- **EXERCISE REQUIREMENTS**
Output the lines below from the one containing "Map reading. Transcribe" through the end of the listing, inclusive, exactly as they appear, and nothing further.

::::

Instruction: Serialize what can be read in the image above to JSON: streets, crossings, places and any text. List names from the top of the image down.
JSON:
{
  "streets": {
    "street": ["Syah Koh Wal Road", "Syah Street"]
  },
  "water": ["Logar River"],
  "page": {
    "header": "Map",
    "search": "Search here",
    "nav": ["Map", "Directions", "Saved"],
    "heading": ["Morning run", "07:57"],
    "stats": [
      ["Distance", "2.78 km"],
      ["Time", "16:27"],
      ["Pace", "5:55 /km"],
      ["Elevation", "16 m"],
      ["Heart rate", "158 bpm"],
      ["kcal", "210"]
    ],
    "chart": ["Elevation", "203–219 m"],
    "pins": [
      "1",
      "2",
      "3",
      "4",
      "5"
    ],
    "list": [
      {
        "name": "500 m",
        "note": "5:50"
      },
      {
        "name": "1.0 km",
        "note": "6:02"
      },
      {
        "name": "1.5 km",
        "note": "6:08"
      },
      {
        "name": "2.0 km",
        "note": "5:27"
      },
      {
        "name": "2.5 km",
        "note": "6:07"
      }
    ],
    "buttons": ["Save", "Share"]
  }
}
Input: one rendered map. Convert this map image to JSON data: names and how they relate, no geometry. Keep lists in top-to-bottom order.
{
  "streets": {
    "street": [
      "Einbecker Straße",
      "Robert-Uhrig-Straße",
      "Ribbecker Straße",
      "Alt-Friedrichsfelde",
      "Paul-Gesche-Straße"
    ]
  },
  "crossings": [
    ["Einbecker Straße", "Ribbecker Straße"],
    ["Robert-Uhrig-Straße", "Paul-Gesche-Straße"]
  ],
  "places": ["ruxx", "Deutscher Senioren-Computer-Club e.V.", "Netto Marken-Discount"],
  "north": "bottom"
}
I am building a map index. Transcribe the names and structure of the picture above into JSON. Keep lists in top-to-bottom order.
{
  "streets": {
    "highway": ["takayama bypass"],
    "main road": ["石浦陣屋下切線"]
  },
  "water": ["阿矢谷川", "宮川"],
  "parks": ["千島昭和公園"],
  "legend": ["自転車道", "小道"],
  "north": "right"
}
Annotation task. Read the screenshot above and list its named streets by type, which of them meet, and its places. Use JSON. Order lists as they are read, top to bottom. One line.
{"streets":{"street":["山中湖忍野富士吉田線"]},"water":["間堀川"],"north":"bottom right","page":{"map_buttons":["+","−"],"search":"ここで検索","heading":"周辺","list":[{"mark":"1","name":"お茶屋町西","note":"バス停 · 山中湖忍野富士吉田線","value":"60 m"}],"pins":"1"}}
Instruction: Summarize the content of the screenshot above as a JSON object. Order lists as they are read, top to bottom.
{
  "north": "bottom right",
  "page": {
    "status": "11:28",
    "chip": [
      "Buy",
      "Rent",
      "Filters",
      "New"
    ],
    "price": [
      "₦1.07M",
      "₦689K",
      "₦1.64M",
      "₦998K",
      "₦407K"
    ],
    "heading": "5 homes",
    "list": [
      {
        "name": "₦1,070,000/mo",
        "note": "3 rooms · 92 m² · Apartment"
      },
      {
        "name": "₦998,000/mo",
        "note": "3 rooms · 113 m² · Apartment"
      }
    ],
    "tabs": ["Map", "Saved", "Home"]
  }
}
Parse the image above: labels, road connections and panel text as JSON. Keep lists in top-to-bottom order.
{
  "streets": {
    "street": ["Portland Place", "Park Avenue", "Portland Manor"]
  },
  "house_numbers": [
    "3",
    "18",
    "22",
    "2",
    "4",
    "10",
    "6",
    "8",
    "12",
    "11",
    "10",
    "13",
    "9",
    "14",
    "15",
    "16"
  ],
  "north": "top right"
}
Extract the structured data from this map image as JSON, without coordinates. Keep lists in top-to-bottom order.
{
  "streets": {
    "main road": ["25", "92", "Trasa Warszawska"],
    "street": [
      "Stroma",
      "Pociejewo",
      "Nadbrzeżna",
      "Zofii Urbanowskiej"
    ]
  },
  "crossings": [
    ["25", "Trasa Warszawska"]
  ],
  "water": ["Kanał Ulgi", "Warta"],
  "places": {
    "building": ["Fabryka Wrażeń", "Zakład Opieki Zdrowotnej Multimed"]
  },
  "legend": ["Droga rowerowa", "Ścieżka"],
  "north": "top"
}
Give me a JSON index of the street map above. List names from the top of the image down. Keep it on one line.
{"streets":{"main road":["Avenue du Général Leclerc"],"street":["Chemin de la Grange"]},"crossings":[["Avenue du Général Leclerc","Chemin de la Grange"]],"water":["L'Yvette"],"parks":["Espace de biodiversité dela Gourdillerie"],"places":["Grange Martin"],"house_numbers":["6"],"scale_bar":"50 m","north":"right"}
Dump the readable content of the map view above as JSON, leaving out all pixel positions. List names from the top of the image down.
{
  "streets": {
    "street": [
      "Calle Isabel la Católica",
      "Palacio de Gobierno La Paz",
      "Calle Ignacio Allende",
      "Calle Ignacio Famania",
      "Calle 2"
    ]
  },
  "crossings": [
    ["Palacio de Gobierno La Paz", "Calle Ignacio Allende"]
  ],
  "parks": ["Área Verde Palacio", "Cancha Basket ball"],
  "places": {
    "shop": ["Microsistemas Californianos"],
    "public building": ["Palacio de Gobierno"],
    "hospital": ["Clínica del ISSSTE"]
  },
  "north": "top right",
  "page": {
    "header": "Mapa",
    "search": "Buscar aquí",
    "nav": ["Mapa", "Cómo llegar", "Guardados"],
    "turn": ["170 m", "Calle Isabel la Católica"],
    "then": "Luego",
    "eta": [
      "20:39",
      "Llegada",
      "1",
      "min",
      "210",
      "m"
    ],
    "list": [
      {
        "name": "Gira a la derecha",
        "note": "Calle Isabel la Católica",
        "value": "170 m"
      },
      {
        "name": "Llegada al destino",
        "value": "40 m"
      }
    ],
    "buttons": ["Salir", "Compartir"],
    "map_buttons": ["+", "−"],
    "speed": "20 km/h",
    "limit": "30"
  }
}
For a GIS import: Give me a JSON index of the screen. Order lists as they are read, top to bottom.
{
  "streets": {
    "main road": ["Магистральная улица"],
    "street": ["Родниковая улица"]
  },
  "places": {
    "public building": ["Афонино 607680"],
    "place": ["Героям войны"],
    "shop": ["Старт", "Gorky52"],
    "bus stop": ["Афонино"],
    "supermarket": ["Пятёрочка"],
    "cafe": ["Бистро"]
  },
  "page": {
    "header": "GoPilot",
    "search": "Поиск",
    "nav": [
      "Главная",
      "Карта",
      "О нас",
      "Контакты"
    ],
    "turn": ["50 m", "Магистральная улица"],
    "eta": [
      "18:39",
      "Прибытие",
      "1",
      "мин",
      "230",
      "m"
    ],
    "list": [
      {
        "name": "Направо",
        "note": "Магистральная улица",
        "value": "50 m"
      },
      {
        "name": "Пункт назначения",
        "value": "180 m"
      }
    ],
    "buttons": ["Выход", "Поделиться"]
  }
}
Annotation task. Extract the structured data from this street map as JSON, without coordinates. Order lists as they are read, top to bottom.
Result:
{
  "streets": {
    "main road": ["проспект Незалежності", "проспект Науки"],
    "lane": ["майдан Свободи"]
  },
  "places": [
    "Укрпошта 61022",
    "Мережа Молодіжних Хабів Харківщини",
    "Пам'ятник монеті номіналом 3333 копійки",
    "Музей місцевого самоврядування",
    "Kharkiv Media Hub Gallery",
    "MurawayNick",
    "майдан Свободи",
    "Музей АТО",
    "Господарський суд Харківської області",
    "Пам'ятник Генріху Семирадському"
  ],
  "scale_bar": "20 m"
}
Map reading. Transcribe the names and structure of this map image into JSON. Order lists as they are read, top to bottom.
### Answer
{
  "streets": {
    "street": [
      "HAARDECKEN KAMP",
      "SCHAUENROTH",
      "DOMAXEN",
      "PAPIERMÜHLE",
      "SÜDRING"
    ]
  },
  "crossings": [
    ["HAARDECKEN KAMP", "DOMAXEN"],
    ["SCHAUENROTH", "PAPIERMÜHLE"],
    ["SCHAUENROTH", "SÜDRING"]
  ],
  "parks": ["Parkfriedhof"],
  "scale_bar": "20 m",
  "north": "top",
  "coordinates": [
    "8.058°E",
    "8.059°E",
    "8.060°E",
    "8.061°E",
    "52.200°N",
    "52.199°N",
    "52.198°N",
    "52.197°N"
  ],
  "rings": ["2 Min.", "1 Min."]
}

::::

- **YOUR RESPONSE**
Map reading. Transcribe the names and structure of this map image into JSON. Order lists as they are read, top to bottom.
### Answer
{
  "streets": {
    "street": [
      "HAARDECKEN KAMP",
      "SCHAUENROTH",
      "DOMAXEN",
      "PAPIERMÜHLE",
      "SÜDRING"
    ]
  },
  "crossings": [
    ["HAARDECKEN KAMP", "DOMAXEN"],
    ["SCHAUENROTH", "PAPIERMÜHLE"],
    ["SCHAUENROTH", "SÜDRING"]
  ],
  "parks": ["Parkfriedhof"],
  "scale_bar": "20 m",
  "north": "top",
  "coordinates": [
    "8.058°E",
    "8.059°E",
    "8.060°E",
    "8.061°E",
    "52.200°N",
    "52.199°N",
    "52.198°N",
    "52.197°N"
  ],
  "rings": ["2 Min.", "1 Min."]
}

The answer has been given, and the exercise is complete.